- Daniel Posin in 1959
- Born: Turkestan
- Died: May 21, 2003 (aged 93–94) New Orleans
- Education: PhD in Physics, 1935
- Alma mater: University of California, Berkeley
- Known for: Science education on television
- Spouse: Frances "Patsy" Posin (née Schweitzer)
- Children: Dan Q. Posin Jr., Kathryn Posin
- Awards: James T. Grady-James H. Stack Award for Interpreting Chemistry
- Scientific career
- Fields: Physics
- Institutions: Massachusetts Institute of Technology, North Dakota Agricultural College, DePaul University, San Francisco State University
- Thesis: A study of the Townsend coefficients for ionization by collision in N₂, including a study of the effect of space charge field distortion upon these coefficients

= Daniel Q. Posin =

Physicist and science educator

Daniel Q. Posin (1909–2003) was an American physicist. He was born in 1909 in Russian Turkestan, close to the Caspian Sea. When he was six years old his family fled the Russian revolution, and in a journey that took three years he made it to Mongolia and finally to the United States, the final leg of the journey on a cattle boat to San Francisco. He attended the University of California at Berkeley, graduating Phi Beta Kappa, and earning a Ph.D. in physics.

==Teaching==
Posin worked as a teaching assistant at Berkeley for two years, and then accepted a position teaching physics from 1937-41 in Panama. He returned to the US and taught at Montana State University and the Montana School of Mines until 1944, when he went to the Massachusetts Institute of Technology (MIT) and performed research on radar and radioactivity. At MIT he also met Albert Einstein. It was Einstein who urged him to teach ordinary people about the peaceful uses of atomic power, and that led to Posin writing the book I Have Been to the Village. Posin gave more than 3,000 lectures about nuclear power and his position on peaceful use won him six nominations for the Nobel Peace Prize.

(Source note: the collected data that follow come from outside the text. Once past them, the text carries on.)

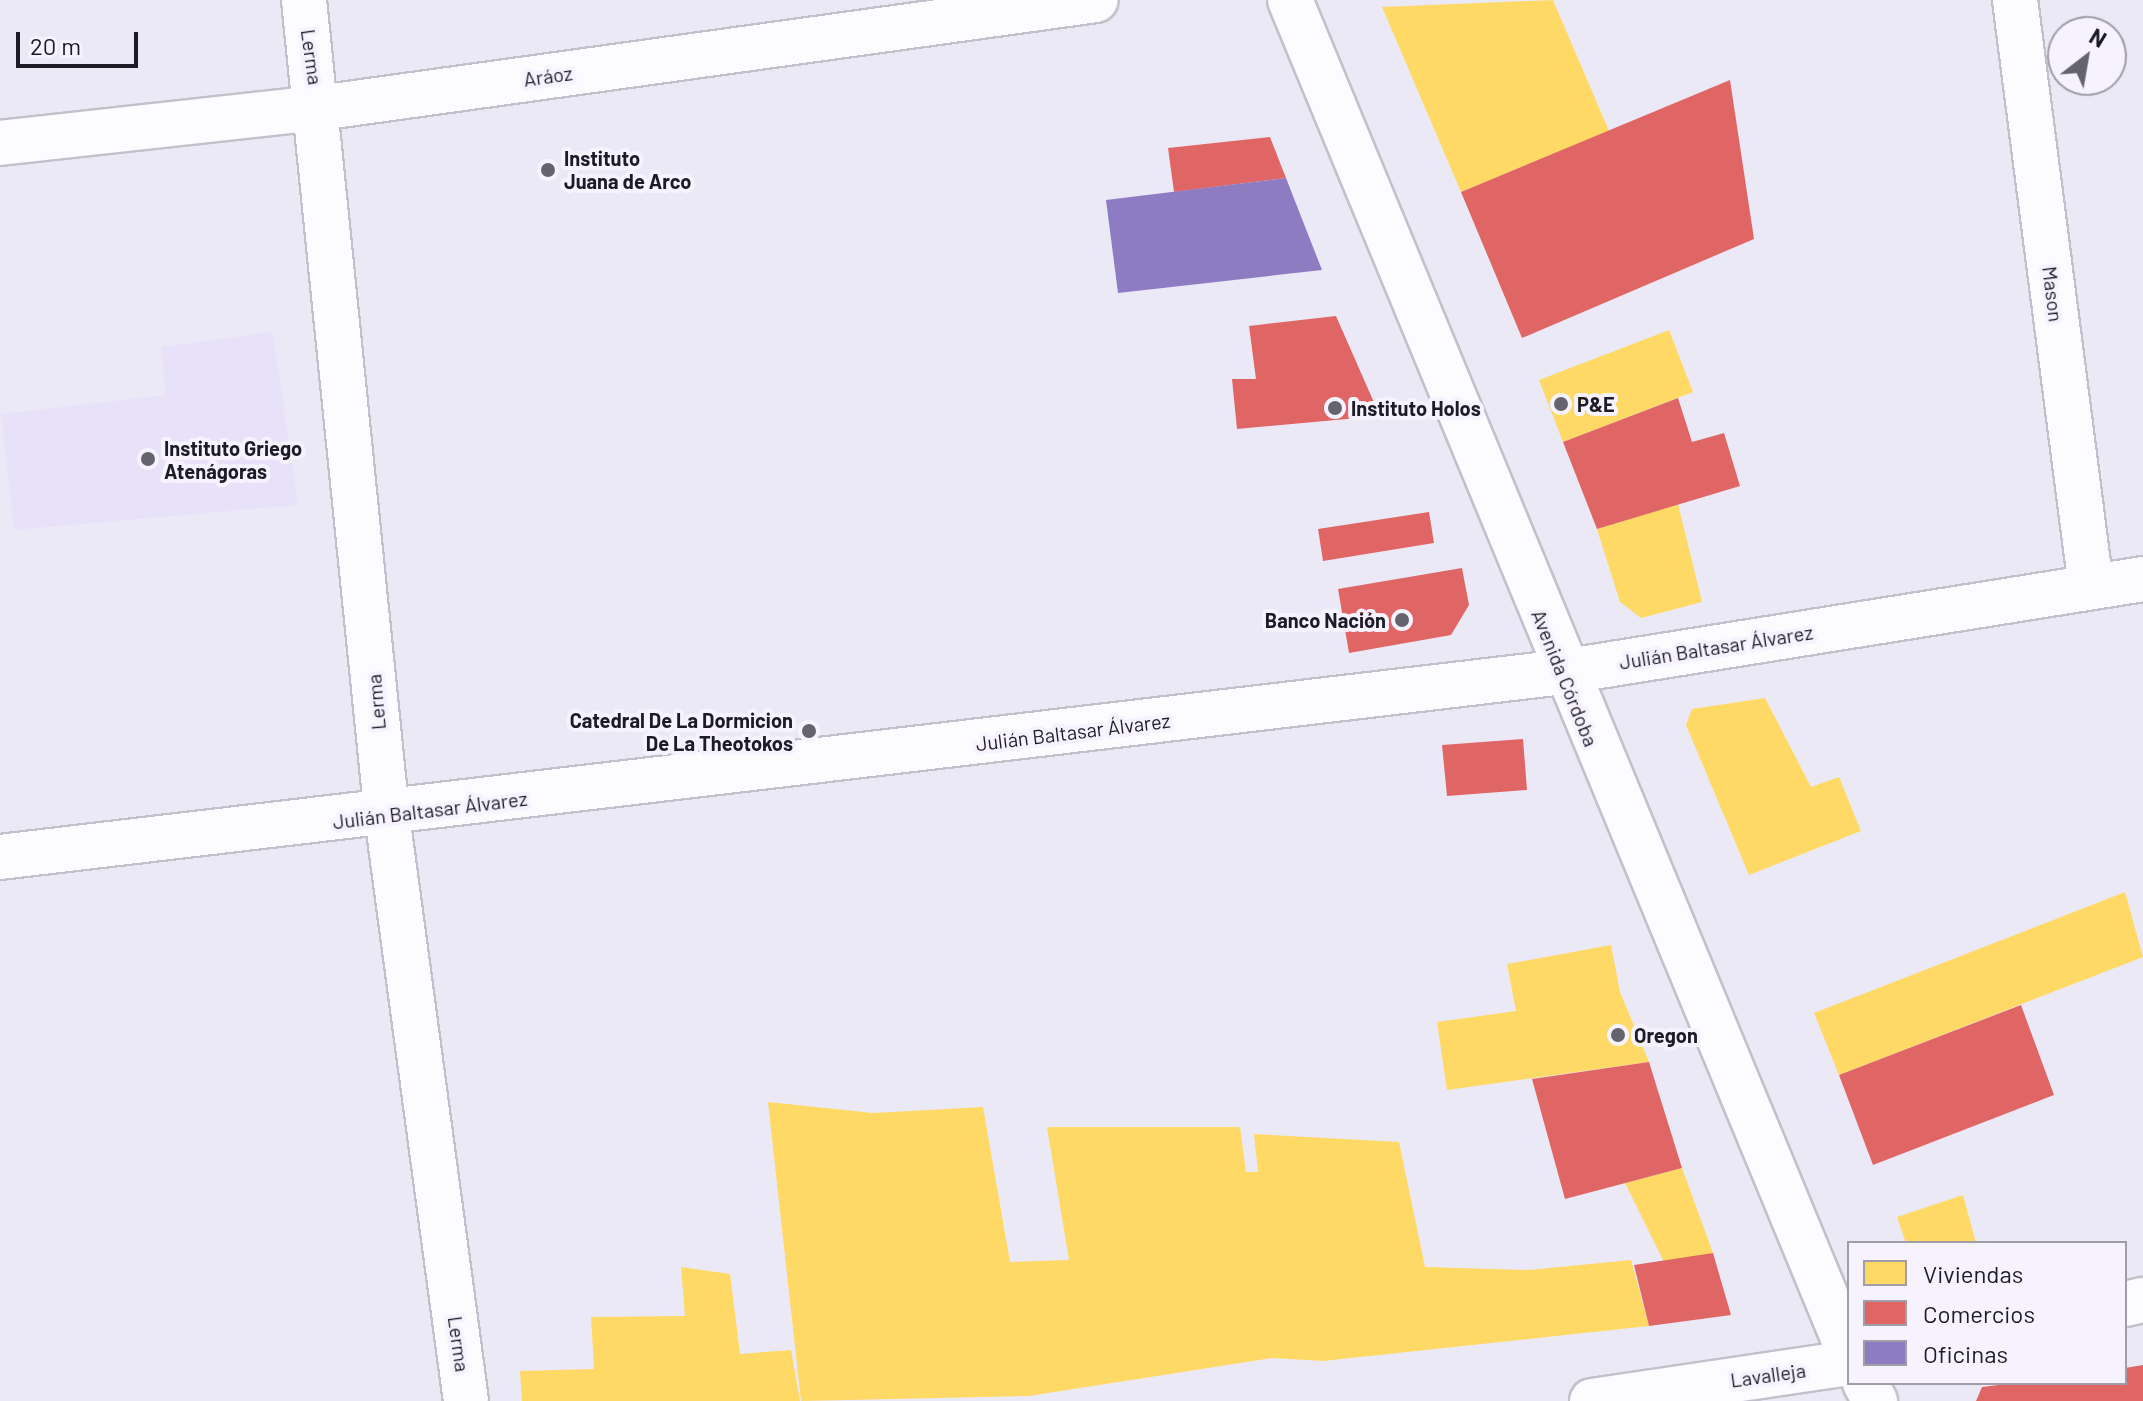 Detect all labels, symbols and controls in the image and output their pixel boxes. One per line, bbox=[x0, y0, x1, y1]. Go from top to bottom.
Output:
scale bar bbox=[20, 16, 142, 66]
north arrow bbox=[2047, 16, 2127, 96]
text: N bbox=[2085, 22, 2111, 52]
street label: Lerma bbox=[296, 28, 328, 86]
text: 20 m bbox=[30, 31, 81, 60]
street label: Aráoz bbox=[522, 61, 574, 91]
place label: Instituto Juana de Arco bbox=[564, 146, 691, 193]
marker: Instituto Juana de Arco bbox=[539, 161, 557, 179]
street label: Mason bbox=[2038, 265, 2068, 323]
place label: P&E bbox=[1577, 392, 1615, 416]
marker: P&E bbox=[1552, 395, 1570, 413]
place label: Instituto Holos bbox=[1351, 396, 1481, 420]
marker: Instituto Holos bbox=[1326, 399, 1344, 417]
place label: Instituto Griego Atenágoras bbox=[164, 436, 302, 483]
marker: Instituto Griego Atenágoras bbox=[139, 450, 157, 468]
street label: Avenida Córdoba bbox=[1527, 606, 1603, 750]
place label: Banco Nación bbox=[1265, 608, 1386, 632]
marker: Banco Nación bbox=[1393, 611, 1411, 629]
street label: Julián Baltasar Álvarez bbox=[1617, 620, 1815, 674]
street label: Lerma bbox=[362, 673, 390, 731]
place label: Catedral De La Dormicion De La Theotokos bbox=[570, 708, 793, 755]
street label: Julián Baltasar Álvarez bbox=[974, 708, 1172, 756]
marker: Catedral De La Dormicion De La Theotokos bbox=[800, 722, 818, 740]
street label: Julián Baltasar Álvarez bbox=[331, 786, 529, 834]
place label: Oregon bbox=[1634, 1023, 1698, 1047]
marker: Oregon bbox=[1609, 1026, 1627, 1044]
legend bbox=[1847, 1241, 2127, 1385]
text: Viviendas bbox=[1923, 1259, 2023, 1288]
text: Comercios bbox=[1923, 1299, 2035, 1328]
street label: Lerma bbox=[443, 1315, 475, 1373]
text: Oficinas bbox=[1923, 1339, 2008, 1368]
street label: Lavalleja bbox=[1729, 1358, 1807, 1392]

In 1946 Posin became chairman of the physics department at North Dakota Agricultural College in Fargo. In 1955, Posin, along with Cecil Haver and Baldur Kristjanson (Assistant Professors of Agricultural Economics), and William B. Treumann (Professor of Chemistry), was asked to resign by University President Frederick Hultz in what became known as "The Purge". In 1956, he took a position teaching physics at DePaul University.
From 1967 until 1996 Dr. Posin taught Astronomy, Earth Science and Physics at San Francisco State University. He often promoted humanitarian relief efforts such as Project Guatemala in 1974 during his tenure there.

==Television==
In his television career he explained astronomy, physics and space. He won six Emmys for his educational series broadcast by WGN and WTTW, including "Dr. Posin's Universe", "The Universe Around Us", "On the Shoulders of Giants", and "Out of This World". He served as an on-air consultant for WGN during the 1960s space race.

==Recognition==
Posin was awarded six Emmy awards for his for educational programming in television. Also, in 1972 he was given the James T. Grady-James H. Stack Award for Interpreting Chemistry. He was nominated for the Nobel Peace Prize six times.

==Later life==
In 1967 Posin began teaching physics again at San Francisco State University where he taught physics and earth sciences until he retired in 1996 at the age of 87. Posin died at the age of 93 at the Woldenberg Village Nursing Home in New Orleans. Throughout his life he was "resolutely nonreligious," according to his daughter Kathryn. However, his wife adopted the Baháʼí Faith, and he expressed desire “to go where she’s going.”

==Books==
His book I Have Been to the Village includes a quote by Einstein, who wrote: "Dr. Dan Q. Posin's book bears eloquent witness to the sincere and self-sacrificing way in which the ablest among the scientists try to fulfill their duty toward the community." Posin authored over 30 books, including Dr. Posin's Giants: Men of Science, Out of This World, Mendeleyev: The Story of a Great Scientist, Exploring and Understanding Our Solar System, What is a star (The What is it series), What is Chemistry, What is Electronic Communication, Science in the Age of Space, Chemistry for the Space Age, Find Out! First Step to the Future, and PHYSICS: Its Marvels and Mysteries.